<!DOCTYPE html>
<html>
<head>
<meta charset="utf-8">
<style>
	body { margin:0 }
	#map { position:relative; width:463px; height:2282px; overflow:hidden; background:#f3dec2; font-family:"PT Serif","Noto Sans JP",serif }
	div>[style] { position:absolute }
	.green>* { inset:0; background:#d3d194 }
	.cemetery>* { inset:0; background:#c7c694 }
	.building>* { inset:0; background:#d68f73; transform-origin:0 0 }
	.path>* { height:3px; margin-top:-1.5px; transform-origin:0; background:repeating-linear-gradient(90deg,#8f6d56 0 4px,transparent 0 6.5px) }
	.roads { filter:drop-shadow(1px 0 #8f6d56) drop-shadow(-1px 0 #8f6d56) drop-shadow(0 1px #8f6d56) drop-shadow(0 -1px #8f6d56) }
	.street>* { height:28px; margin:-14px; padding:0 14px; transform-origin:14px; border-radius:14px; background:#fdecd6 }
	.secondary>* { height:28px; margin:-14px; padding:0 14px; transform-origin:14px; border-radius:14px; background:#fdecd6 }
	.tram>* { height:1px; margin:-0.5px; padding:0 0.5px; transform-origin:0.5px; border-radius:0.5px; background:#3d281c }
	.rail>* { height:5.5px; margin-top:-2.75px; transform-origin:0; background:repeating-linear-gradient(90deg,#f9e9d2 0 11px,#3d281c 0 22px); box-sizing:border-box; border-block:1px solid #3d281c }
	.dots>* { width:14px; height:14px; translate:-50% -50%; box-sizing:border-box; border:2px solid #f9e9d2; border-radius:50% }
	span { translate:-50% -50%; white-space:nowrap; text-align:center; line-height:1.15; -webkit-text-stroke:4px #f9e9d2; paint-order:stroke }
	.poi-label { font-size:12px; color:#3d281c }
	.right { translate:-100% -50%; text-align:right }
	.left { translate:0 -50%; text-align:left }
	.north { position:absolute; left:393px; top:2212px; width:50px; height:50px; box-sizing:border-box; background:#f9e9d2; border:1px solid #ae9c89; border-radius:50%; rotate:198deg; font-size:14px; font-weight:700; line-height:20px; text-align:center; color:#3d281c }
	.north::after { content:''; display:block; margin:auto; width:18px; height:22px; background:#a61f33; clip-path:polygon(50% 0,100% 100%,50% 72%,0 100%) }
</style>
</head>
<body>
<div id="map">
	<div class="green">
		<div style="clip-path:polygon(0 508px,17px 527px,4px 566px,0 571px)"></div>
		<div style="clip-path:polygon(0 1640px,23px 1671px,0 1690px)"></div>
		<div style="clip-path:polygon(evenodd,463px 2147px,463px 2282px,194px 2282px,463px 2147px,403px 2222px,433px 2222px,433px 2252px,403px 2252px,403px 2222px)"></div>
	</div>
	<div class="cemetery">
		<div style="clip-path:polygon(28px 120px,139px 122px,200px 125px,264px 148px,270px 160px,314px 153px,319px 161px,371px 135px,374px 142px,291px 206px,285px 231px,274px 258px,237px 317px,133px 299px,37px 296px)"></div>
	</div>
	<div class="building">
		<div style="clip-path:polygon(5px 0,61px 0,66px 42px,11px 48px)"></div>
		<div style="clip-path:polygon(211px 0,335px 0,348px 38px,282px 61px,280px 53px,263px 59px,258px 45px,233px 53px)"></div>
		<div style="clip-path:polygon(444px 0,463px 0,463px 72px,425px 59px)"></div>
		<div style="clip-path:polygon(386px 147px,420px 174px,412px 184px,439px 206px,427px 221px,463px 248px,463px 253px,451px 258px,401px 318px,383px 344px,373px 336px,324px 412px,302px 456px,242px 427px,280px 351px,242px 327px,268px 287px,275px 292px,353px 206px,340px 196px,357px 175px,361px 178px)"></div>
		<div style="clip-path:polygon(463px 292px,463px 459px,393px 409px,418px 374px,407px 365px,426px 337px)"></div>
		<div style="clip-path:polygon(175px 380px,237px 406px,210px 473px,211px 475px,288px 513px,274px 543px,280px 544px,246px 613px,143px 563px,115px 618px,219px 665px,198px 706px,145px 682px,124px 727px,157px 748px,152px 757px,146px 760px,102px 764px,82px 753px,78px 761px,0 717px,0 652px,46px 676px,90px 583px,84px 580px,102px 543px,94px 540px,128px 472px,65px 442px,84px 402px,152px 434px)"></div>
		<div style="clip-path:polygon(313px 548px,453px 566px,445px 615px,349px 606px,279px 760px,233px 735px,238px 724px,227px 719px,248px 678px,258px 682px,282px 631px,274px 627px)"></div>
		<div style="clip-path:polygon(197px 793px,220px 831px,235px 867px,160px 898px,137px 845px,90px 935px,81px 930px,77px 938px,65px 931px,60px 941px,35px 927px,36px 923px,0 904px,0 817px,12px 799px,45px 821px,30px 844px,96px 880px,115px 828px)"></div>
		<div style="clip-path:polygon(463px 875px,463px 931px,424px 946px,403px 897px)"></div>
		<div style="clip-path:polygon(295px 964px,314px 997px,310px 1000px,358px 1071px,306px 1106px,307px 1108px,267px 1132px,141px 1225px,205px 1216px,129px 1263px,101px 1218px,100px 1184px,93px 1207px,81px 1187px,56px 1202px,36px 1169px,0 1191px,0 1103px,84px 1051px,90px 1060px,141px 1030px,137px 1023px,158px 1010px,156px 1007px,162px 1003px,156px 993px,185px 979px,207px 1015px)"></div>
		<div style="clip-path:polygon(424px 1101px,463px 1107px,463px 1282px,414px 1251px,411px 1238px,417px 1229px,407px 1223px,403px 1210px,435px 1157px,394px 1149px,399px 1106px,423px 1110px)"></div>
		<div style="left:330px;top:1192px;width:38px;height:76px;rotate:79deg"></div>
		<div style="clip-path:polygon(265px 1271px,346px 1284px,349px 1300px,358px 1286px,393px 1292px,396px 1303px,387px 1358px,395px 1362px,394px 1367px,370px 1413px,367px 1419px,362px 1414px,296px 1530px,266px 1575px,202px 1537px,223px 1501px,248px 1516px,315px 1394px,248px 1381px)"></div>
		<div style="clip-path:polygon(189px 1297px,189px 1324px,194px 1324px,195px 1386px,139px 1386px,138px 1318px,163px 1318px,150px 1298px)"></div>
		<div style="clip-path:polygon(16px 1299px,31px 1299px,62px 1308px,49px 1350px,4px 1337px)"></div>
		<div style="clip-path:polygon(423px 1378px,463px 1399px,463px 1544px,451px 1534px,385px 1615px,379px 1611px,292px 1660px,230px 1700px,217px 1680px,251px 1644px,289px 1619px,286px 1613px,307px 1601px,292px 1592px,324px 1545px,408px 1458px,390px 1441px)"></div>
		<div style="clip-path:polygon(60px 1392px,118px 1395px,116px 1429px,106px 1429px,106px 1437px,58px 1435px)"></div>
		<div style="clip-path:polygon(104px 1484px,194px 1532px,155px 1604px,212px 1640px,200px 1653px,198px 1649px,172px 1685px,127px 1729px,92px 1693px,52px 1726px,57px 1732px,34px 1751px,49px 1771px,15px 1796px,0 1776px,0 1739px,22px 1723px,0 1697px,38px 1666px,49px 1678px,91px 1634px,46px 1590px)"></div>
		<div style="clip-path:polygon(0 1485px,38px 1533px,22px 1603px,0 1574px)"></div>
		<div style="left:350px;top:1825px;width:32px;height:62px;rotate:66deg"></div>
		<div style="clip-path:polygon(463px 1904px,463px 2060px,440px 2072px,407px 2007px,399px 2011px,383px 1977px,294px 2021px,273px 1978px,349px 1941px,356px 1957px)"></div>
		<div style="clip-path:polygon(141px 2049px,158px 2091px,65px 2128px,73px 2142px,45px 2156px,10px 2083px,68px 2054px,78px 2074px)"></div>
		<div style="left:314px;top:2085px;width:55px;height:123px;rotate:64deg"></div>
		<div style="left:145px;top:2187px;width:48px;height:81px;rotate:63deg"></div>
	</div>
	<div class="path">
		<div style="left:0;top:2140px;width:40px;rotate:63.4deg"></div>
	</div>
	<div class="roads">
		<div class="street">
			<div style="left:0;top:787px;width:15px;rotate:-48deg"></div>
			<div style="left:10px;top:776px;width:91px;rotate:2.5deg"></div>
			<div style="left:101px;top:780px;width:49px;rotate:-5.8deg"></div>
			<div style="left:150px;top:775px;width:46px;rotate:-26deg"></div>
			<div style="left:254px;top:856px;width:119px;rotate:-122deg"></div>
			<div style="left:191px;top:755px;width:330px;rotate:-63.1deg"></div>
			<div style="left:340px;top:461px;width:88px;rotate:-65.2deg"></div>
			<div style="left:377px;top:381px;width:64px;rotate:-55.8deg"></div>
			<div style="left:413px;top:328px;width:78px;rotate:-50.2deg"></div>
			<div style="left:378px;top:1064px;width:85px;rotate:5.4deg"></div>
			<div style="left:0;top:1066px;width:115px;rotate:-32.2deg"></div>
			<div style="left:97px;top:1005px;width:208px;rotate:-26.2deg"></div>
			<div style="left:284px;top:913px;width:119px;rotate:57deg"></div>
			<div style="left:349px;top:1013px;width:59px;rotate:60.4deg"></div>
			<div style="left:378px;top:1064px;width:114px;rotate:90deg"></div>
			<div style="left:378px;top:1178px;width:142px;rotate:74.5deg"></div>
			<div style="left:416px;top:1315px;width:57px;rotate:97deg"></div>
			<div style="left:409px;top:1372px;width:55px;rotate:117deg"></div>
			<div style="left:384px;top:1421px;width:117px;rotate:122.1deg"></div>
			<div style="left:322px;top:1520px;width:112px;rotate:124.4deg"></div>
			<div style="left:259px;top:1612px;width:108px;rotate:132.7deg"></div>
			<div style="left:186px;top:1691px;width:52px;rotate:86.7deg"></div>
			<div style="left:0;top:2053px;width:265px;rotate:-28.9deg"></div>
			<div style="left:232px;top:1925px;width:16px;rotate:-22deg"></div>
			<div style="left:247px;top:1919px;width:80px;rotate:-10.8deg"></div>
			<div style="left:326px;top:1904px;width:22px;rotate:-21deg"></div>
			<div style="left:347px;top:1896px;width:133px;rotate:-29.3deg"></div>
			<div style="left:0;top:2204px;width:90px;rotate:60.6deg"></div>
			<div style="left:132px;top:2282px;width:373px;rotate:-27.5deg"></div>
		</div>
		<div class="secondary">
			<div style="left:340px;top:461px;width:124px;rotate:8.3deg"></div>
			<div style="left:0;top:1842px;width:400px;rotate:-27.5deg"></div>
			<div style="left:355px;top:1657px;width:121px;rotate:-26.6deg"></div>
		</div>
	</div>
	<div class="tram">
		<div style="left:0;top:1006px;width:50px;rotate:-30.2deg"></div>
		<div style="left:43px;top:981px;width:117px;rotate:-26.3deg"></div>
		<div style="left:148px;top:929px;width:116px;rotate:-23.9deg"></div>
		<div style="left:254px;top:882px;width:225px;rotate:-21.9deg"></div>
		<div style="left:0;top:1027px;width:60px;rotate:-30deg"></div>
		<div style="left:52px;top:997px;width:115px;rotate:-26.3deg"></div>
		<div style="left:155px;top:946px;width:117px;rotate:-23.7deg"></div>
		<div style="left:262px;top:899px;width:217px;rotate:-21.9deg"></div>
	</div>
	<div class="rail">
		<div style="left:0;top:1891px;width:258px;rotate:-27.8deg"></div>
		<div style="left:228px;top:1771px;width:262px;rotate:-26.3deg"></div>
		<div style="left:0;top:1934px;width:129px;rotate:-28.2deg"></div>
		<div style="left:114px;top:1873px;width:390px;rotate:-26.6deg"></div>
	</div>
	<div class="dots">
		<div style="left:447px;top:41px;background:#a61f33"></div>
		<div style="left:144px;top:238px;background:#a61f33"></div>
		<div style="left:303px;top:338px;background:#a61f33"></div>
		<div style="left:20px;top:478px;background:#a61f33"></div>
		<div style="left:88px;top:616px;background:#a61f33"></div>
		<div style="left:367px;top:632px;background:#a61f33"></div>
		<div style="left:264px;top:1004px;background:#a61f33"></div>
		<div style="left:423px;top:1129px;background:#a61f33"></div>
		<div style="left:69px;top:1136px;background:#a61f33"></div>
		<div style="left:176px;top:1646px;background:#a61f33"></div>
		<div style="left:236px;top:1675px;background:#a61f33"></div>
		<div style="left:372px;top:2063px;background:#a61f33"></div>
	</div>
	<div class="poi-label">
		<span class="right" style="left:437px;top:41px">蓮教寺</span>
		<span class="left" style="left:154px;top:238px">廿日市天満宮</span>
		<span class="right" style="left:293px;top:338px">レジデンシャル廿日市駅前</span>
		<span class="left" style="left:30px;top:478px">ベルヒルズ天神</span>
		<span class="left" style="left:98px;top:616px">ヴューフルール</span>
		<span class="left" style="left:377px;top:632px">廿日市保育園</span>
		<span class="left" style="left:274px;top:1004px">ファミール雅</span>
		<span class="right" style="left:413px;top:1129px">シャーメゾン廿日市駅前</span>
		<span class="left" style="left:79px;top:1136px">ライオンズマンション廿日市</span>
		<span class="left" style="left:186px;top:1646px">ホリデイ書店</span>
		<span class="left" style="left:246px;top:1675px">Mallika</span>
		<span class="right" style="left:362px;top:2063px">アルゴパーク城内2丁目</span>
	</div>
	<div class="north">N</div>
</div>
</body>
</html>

========

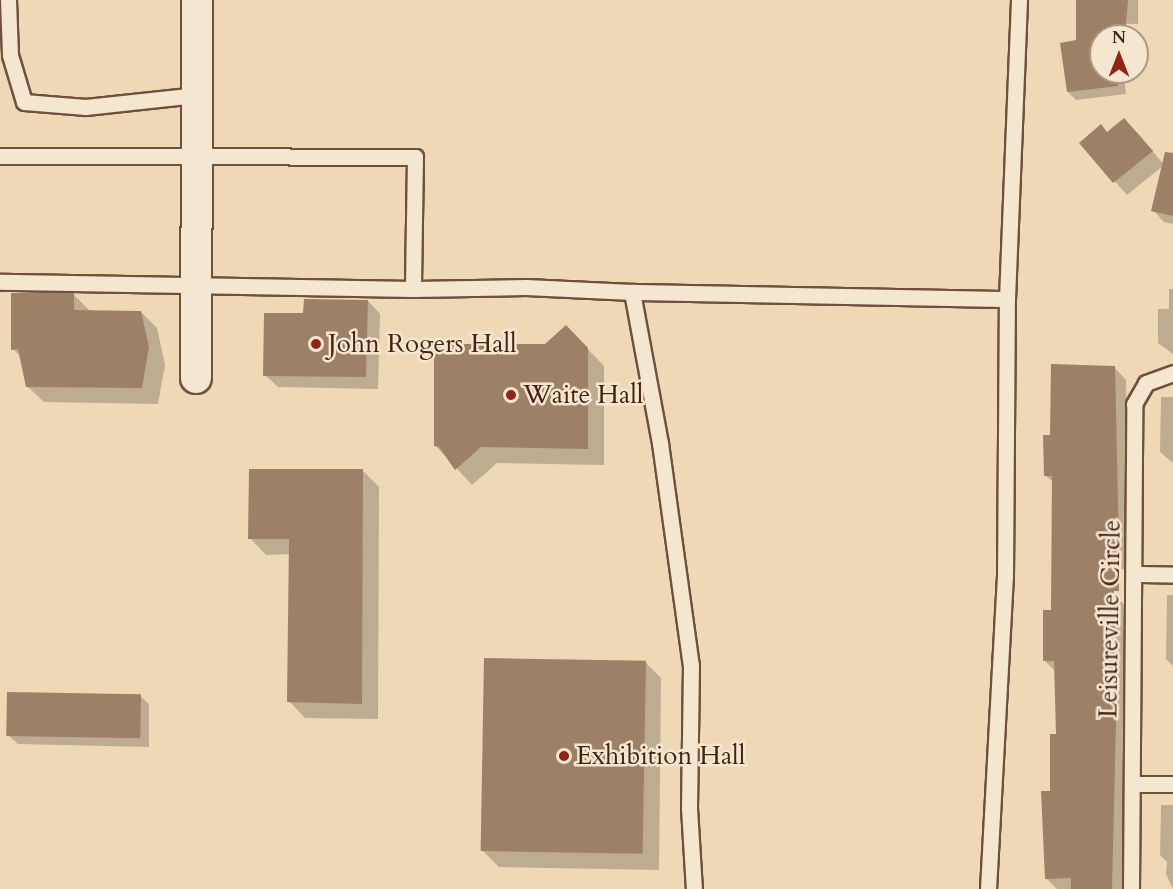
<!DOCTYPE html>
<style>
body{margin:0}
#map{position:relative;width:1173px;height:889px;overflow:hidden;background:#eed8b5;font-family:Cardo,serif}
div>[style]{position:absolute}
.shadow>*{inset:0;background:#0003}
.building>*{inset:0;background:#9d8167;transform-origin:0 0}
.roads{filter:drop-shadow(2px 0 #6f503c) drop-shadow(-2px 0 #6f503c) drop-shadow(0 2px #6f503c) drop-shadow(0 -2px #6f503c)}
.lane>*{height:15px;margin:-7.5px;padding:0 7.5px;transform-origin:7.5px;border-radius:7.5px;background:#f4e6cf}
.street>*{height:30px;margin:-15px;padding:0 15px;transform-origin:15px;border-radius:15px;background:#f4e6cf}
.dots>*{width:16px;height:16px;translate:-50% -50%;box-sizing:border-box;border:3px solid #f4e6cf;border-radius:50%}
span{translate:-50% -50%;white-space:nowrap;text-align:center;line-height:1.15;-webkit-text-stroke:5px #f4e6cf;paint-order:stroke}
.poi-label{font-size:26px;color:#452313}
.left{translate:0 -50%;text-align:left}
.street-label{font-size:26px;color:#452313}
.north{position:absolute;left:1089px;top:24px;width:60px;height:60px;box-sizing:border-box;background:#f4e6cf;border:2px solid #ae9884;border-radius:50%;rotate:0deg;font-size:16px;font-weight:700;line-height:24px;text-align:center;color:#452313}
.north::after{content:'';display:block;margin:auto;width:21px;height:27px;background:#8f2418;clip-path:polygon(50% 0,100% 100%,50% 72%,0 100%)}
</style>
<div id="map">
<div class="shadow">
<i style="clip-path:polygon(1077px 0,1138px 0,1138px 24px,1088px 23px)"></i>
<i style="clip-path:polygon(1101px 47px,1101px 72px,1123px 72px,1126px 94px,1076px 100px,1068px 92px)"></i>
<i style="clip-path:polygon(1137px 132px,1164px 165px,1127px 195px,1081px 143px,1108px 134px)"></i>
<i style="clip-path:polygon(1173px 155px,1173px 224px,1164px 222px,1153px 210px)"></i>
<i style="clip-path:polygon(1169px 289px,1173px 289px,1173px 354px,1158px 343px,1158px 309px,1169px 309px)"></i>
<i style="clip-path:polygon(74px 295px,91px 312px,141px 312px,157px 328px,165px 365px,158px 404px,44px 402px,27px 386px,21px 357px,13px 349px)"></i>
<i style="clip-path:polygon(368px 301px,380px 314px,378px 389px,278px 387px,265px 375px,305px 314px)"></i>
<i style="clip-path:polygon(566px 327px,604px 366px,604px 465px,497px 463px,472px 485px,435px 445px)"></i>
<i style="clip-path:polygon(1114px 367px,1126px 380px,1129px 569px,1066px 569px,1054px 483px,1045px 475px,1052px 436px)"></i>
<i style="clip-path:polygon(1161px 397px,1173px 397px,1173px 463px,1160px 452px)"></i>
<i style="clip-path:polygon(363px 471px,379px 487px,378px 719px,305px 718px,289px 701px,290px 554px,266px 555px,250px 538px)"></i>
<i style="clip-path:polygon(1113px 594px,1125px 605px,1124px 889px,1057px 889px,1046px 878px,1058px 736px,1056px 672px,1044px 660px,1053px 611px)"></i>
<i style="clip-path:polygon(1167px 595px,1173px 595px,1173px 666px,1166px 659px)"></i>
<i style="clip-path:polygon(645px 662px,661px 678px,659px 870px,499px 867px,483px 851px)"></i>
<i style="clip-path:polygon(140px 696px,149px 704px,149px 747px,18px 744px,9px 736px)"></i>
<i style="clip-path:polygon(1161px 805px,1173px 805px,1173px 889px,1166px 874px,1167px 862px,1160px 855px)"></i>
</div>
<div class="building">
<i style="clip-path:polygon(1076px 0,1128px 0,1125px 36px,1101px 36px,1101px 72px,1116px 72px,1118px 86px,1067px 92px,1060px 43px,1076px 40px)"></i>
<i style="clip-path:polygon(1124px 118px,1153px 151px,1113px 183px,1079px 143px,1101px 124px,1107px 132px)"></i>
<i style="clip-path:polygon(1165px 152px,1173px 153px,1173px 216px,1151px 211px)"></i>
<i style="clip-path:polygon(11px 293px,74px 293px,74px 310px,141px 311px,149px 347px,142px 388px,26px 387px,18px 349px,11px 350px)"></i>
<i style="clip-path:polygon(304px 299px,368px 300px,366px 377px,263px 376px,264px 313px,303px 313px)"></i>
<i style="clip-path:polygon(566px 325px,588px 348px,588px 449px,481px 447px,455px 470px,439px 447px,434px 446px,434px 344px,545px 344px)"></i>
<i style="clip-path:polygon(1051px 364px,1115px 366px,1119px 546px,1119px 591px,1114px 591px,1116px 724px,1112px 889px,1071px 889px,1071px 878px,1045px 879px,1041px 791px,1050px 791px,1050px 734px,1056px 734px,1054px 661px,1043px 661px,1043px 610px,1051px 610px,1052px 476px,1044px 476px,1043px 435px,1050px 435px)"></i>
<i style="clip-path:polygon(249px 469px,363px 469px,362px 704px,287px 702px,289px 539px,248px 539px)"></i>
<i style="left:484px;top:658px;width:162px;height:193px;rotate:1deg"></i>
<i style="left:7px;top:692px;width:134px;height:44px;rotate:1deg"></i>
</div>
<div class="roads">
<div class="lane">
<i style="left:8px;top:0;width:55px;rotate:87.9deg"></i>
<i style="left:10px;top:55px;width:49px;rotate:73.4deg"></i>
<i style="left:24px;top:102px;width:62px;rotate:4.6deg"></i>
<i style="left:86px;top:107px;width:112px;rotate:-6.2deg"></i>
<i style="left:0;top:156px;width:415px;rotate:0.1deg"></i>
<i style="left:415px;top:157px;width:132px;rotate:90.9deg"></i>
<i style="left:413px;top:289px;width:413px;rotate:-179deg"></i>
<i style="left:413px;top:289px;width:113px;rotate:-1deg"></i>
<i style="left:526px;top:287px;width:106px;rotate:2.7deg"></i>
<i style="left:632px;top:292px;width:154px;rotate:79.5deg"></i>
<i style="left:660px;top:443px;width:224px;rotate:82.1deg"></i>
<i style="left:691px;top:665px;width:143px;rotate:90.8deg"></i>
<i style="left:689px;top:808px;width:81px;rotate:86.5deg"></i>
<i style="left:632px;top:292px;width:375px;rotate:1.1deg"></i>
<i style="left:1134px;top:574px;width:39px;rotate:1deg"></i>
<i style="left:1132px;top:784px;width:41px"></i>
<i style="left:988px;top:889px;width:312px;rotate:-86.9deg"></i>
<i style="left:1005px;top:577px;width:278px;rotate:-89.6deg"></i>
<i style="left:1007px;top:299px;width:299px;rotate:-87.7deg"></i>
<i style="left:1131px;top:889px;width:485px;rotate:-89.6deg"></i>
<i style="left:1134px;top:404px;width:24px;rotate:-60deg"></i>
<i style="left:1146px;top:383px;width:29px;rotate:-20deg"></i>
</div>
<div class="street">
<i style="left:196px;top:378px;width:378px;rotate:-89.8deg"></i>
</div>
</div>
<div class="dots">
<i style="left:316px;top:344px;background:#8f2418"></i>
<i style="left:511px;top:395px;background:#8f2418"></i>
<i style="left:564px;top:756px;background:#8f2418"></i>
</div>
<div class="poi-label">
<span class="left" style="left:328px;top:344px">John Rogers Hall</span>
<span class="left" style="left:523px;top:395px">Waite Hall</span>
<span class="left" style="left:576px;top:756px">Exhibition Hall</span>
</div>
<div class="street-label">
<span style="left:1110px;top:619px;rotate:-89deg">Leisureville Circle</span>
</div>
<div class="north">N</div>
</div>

========

TASK TO CARRY OUT: Every line above with the word "relative" is to be copied out.

EXERCISE OUTPUT:
	#map { position:relative; width:463px; height:2282px; overflow:hidden; background:#f3dec2; font-family:"PT Serif","Noto Sans JP",serif }
#map{position:relative;width:1173px;height:889px;overflow:hidden;background:#eed8b5;font-family:Cardo,serif}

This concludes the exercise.